From: David Hildenbrand <david@redhat.com>
To: Matthew Wilcox <willy@infradead.org>, Barry Song <21cnbao@gmail.com>
Cc: Nicolas Geoffray <ngeoffray@google.com>,
Lokesh Gidra <lokeshgidra@google.com>,
Lorenzo Stoakes <lorenzo.stoakes@oracle.com>,
Harry Yoo <harry.yoo@oracle.com>,
Suren Baghdasaryan <surenb@google.com>,
Andrew Morton <akpm@linux-foundation.org>,
Rik van Riel <riel@surriel.com>,
"Liam R . Howlett" <Liam.Howlett@oracle.com>,
Vlastimil Babka <vbabka@suse.cz>, Jann Horn <jannh@google.com>,
Linux-MM <linux-mm@kvack.org>,
Kalesh Singh <kaleshsingh@google.com>,
SeongJae Park <sj@kernel.org>, Barry Song <v-songbaohua@oppo.com>,
Peter Xu <peterx@redhat.com>
Subject: Re: [DISCUSSION] anon_vma root lock contention and per anon_vma lock
Date: Mon, 15 Sep 2025 07:17:41 +0200 [thread overview]
Message-ID: <18361483-5089-4414-b974-4c481189b9fa@redhat.com> (raw)
In-Reply-To: <aMd-2argDQCHww_Q@casper.infradead.org>
On 15.09.25 04:50, Matthew Wilcox wrote:
> On Mon, Sep 15, 2025 at 08:23:38AM +0800, Barry Song wrote:
A couple of notes:
>>> I wonder if we could fix this by adding a new syscall:
>>>
>>> mremap(addr, size, size, MREMAP_COW_NOW);
>>>
>>> That would create a new VMA that contains the COWed pages from the
>>> old VMA, but crucially no longer attached to the anon_vma root of
>>> the zygote. You wouldn't want to call this for every VMA, of course.
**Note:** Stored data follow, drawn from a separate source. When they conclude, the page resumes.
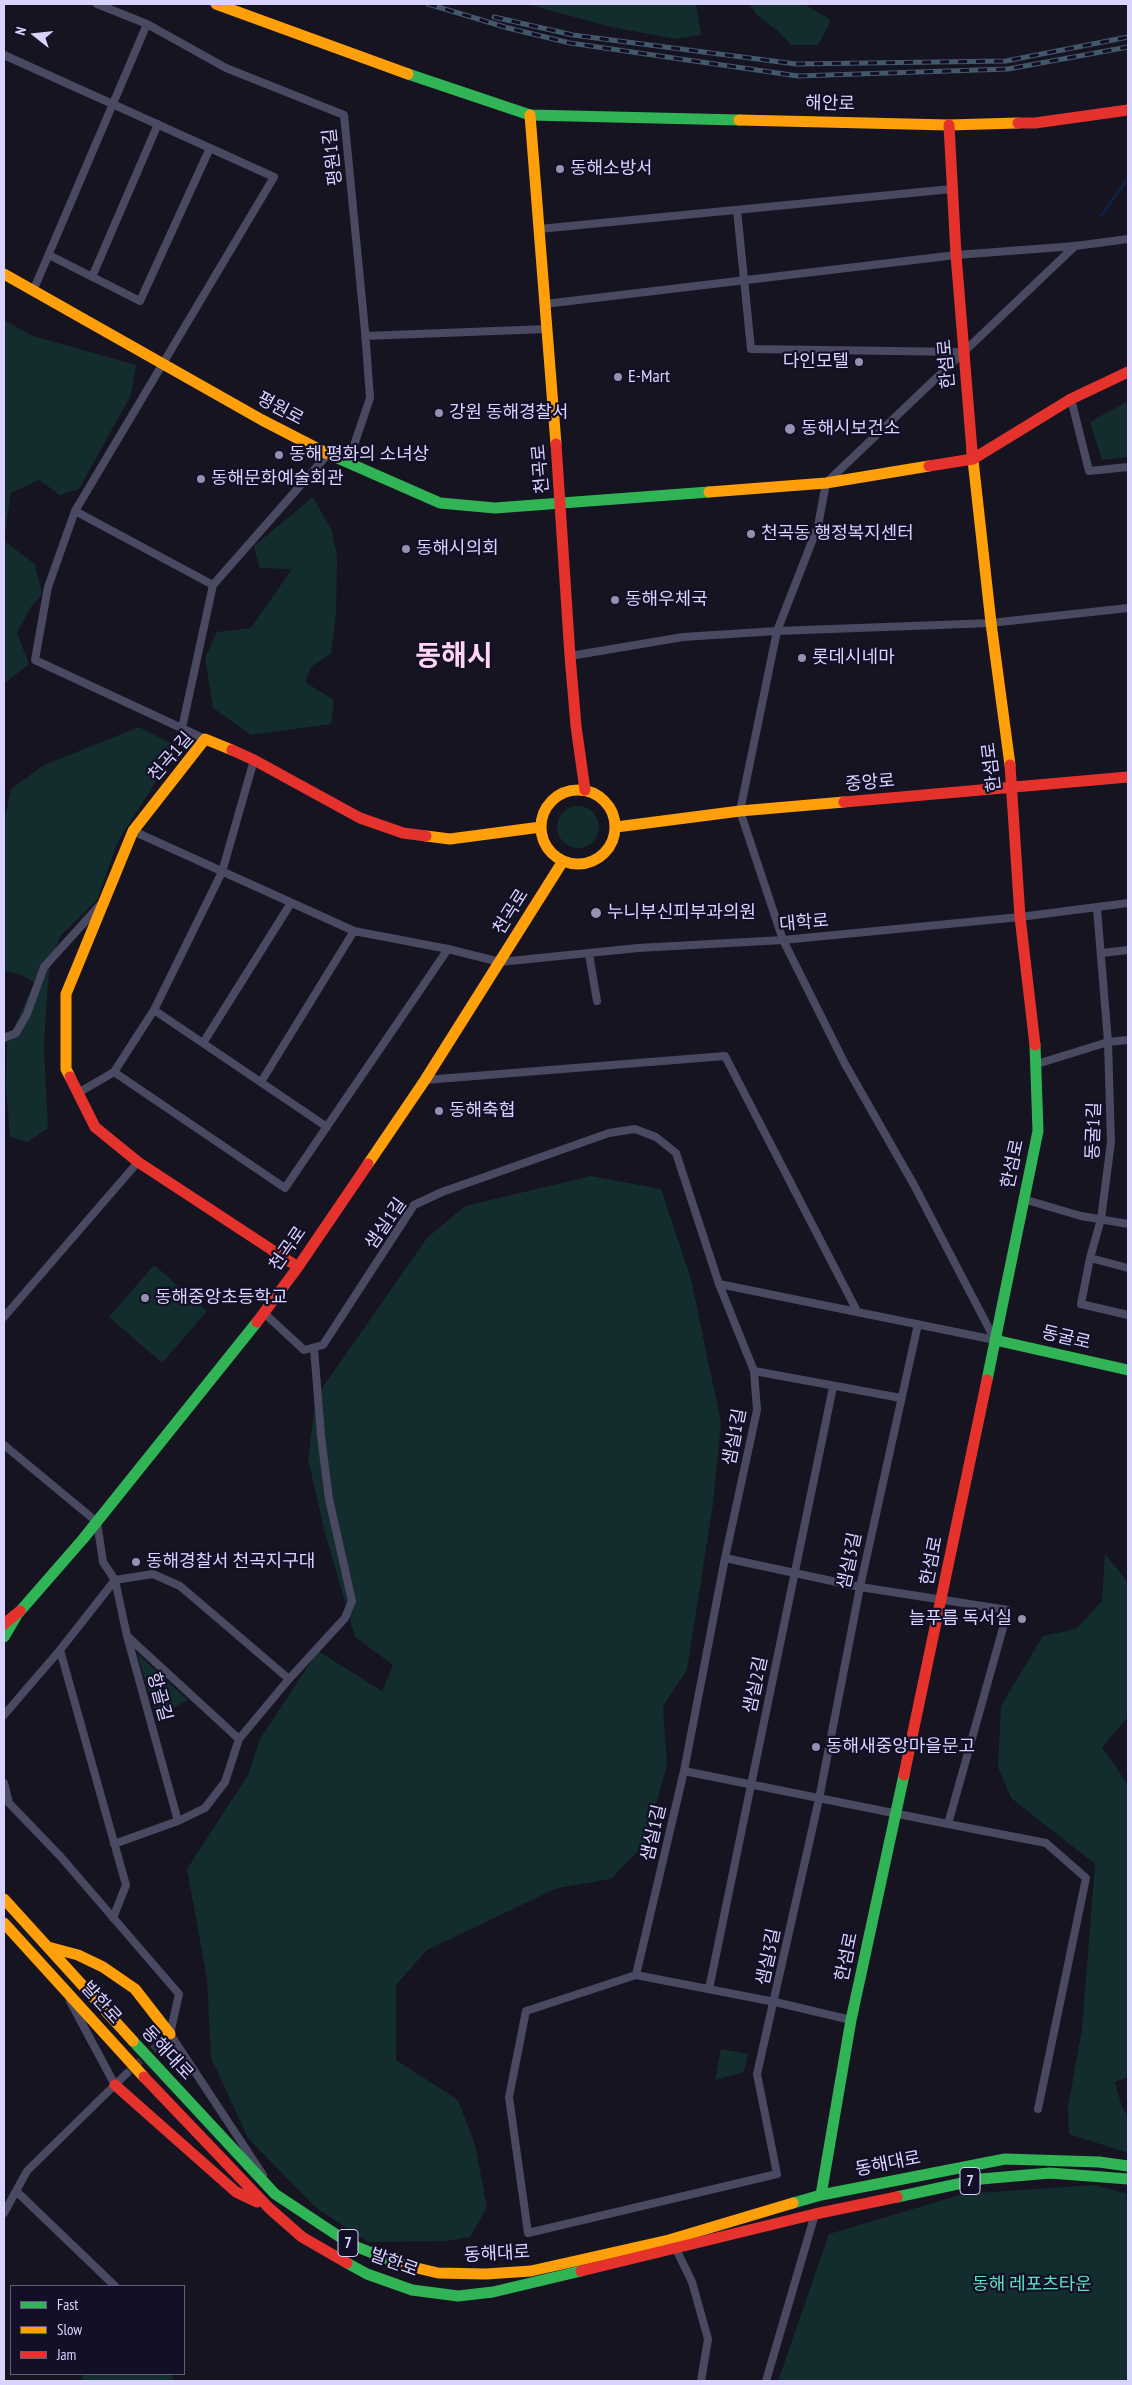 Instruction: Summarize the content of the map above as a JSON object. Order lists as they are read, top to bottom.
{
  "streets": {
    "street": [
      "해안로",
      "평원1길",
      "한섬로",
      "평원로",
      "천곡로",
      "천곡1길",
      "중앙로",
      "대학로",
      "동굴1길",
      "샘실1길",
      "동굴로",
      "샘실3길",
      "샘실2길",
      "항골길",
      "발한로",
      "동해대로",
      "7"
    ]
  },
  "crossings": [
    ["해안로", "한섬로"],
    ["해안로", "천곡로"],
    ["평원1길", "평원로"],
    ["한섬로", "평원로"],
    ["한섬로", "중앙로"],
    ["한섬로", "대학로"],
    ["한섬로", "동굴로"],
    ["한섬로", "발한로"],
    ["한섬로", "동해대로"],
    ["평원로", "천곡로"],
    ["천곡로", "천곡1길"],
    ["천곡로", "중앙로"],
    ["천곡로", "대학로"],
    ["천곡로", "항골길"],
    ["천곡1길", "중앙로"],
    ["천곡1길", "대학로"],
    ["대학로", "동굴1길"],
    ["샘실1길", "샘실3길"],
    ["발한로", "동해대로"]
  ],
  "districts": ["동해시"],
  "parks": ["동해 레포츠타운"],
  "places": [
    "동해소방서",
    "다인모텔",
    "E-Mart",
    "강원 동해경찰서",
    "동해시보건소",
    "동해 평화의 소녀상",
    "동해문화예술회관",
    "천곡동 행정복지센터",
    "동해시의회",
    "동해우체국",
    "롯데시네마",
    "누니부신피부과의원",
    "동해축협",
    "동해중앙초등학교",
    "동해경찰서 천곡지구대",
    "늘푸름 독서실",
    "동해새중앙마을문고"
  ],
  "legend": ["Fast", "Slow", "Jam"],
  "north": "left"
}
>>> Just the ones which are likely to be fully COWed.
MADV_POPULATE does that for writable vMAs (excluding the rmap opt, but
that could likely be implemented).
A student of mine implemented a MADV_UNSHARE that achieves the same by
triggering unshare-faults even for non-writable VMAs (again, excluding
the rmap opt).
We used MADV_UNSHARE to break COW asynchronously to the already-running
workload to keep fork() still short but avoid the overhead of COW faults
later.
[ insert usualy comment about no weird mremap flags ]
>>>
>>> Maybe this isn't practical, but I thought it worth suggesting.
>>
>> Lorenzo suggested possibly unlinking the child anon_vma from the root once all
>> folios have been CoW-ed:
>>
>> "Right now, even if you entirely CoW everything in a VMA, we are still
>> attached to parents with all the overhead. That's something I can look at.
>> "
>>
>> My concern is that it’s difficult to determine whether a VMA has been completely
>> CoW-ed, and a single shared folio would prevent the unlink.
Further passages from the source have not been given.